→ TO DO
Before copying, set the pictures aside; then repeat every line below verbatim.
┄┄┄┄┄┄┄┄┄┄
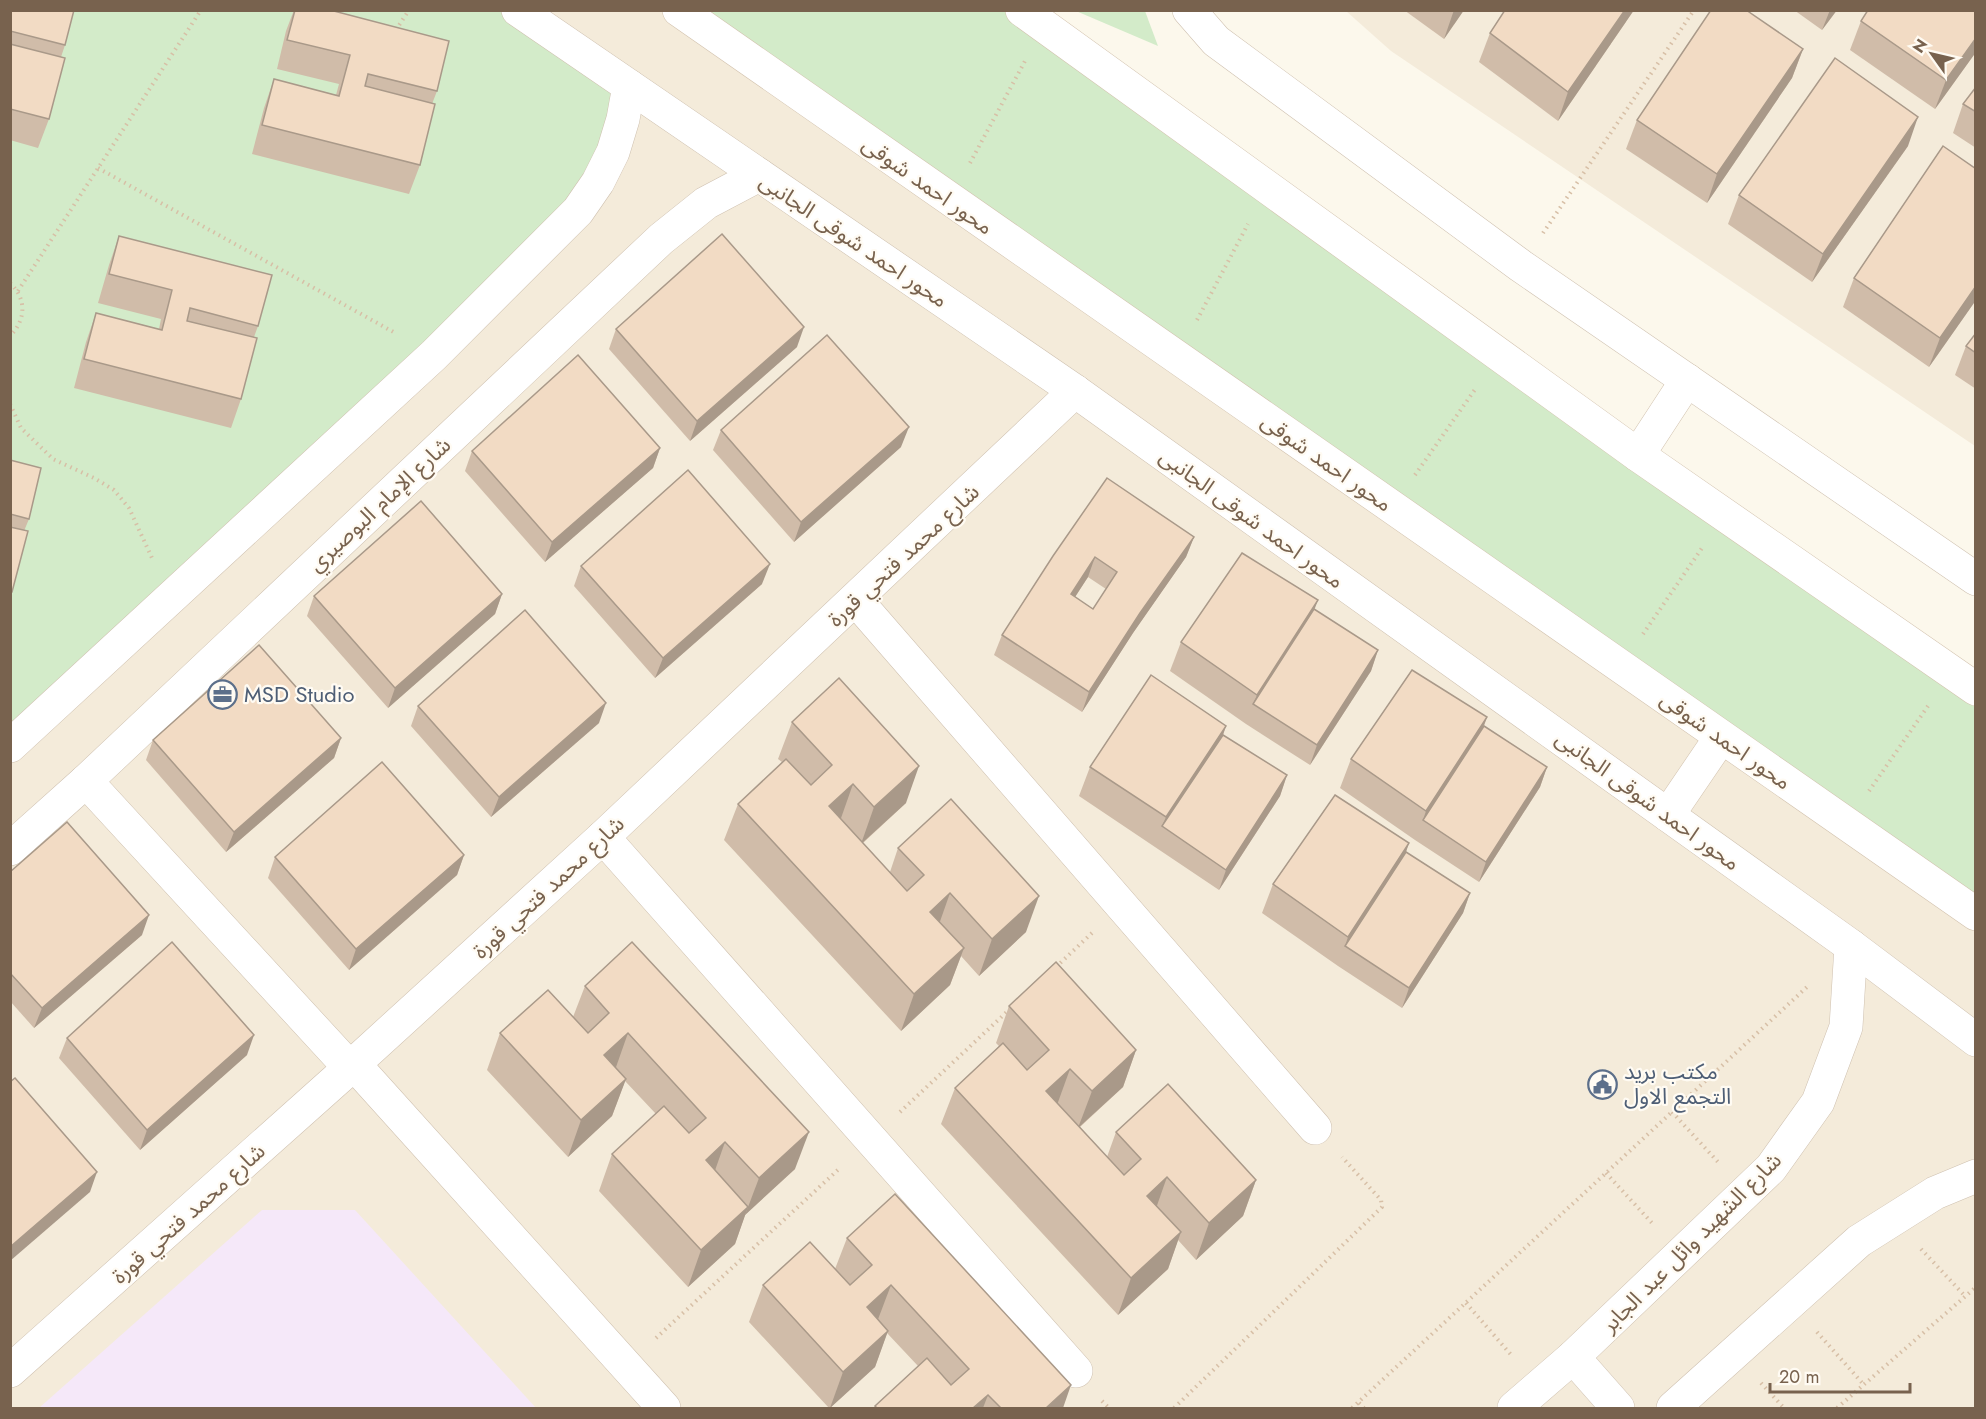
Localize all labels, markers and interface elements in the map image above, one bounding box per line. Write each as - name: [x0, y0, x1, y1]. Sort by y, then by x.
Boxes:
- north arrow: [1902, 24, 1962, 84]
- text: N: [1907, 34, 1933, 58]
- street label: محور احمد شوقى: [856, 128, 1000, 242]
- street label: محور احمد شوقى الجانبى: [753, 165, 955, 315]
- street label: محور احمد شوقى: [1255, 405, 1399, 519]
- street label: شارع الإمام البوصيري: [300, 429, 458, 580]
- street label: محور احمد شوقى الجانبى: [1153, 440, 1351, 596]
- street label: شارع محمد فتحي قورة: [820, 476, 987, 635]
- office icon: MSD Studio: [207, 678, 239, 710]
- place label: MSD Studio: [244, 678, 355, 710]
- street label: محور احمد شوقى: [1654, 683, 1798, 797]
- street label: محور احمد شوقى الجانبى: [1549, 722, 1747, 878]
- street label: شارع محمد فتحي قورة: [465, 808, 632, 967]
- place label: مكتب بريد التجمع الاول: [1624, 1055, 1731, 1113]
- public building icon: مكتب بريد التجمع الاول: [1587, 1068, 1619, 1100]
- street label: شارع محمد فتحي قورة: [104, 1135, 273, 1292]
- street label: شارع الشهيد وائل عبد الجابر: [1593, 1145, 1789, 1341]
- scale bar: [1770, 1356, 1910, 1394]
- text: 20 m: [1779, 1364, 1819, 1390]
┄┄┄┄┄┄┄┄┄┄
→ WRITTEN REPLY
Localize all labels, markers and interface elements in the map image above, one bounding box per line. Write each as - name: [x0, y0, x1, y1]. Sort by y, then by x.
Boxes:
- north arrow: [1902, 24, 1962, 84]
- text: N: [1907, 34, 1933, 58]
- street label: محور احمد شوقى: [856, 128, 1000, 242]
- street label: محور احمد شوقى الجانبى: [753, 165, 955, 315]
- street label: محور احمد شوقى: [1255, 405, 1399, 519]
- street label: شارع الإمام البوصيري: [300, 429, 458, 580]
- street label: محور احمد شوقى الجانبى: [1153, 440, 1351, 596]
- street label: شارع محمد فتحي قورة: [820, 476, 987, 635]
- office icon: MSD Studio: [207, 678, 239, 710]
- place label: MSD Studio: [244, 678, 355, 710]
- street label: محور احمد شوقى: [1654, 683, 1798, 797]
- street label: محور احمد شوقى الجانبى: [1549, 722, 1747, 878]
- street label: شارع محمد فتحي قورة: [465, 808, 632, 967]
- place label: مكتب بريد التجمع الاول: [1624, 1055, 1731, 1113]
- public building icon: مكتب بريد التجمع الاول: [1587, 1068, 1619, 1100]
- street label: شارع محمد فتحي قورة: [104, 1135, 273, 1292]
- street label: شارع الشهيد وائل عبد الجابر: [1593, 1145, 1789, 1341]
- scale bar: [1770, 1356, 1910, 1394]
- text: 20 m: [1779, 1364, 1819, 1390]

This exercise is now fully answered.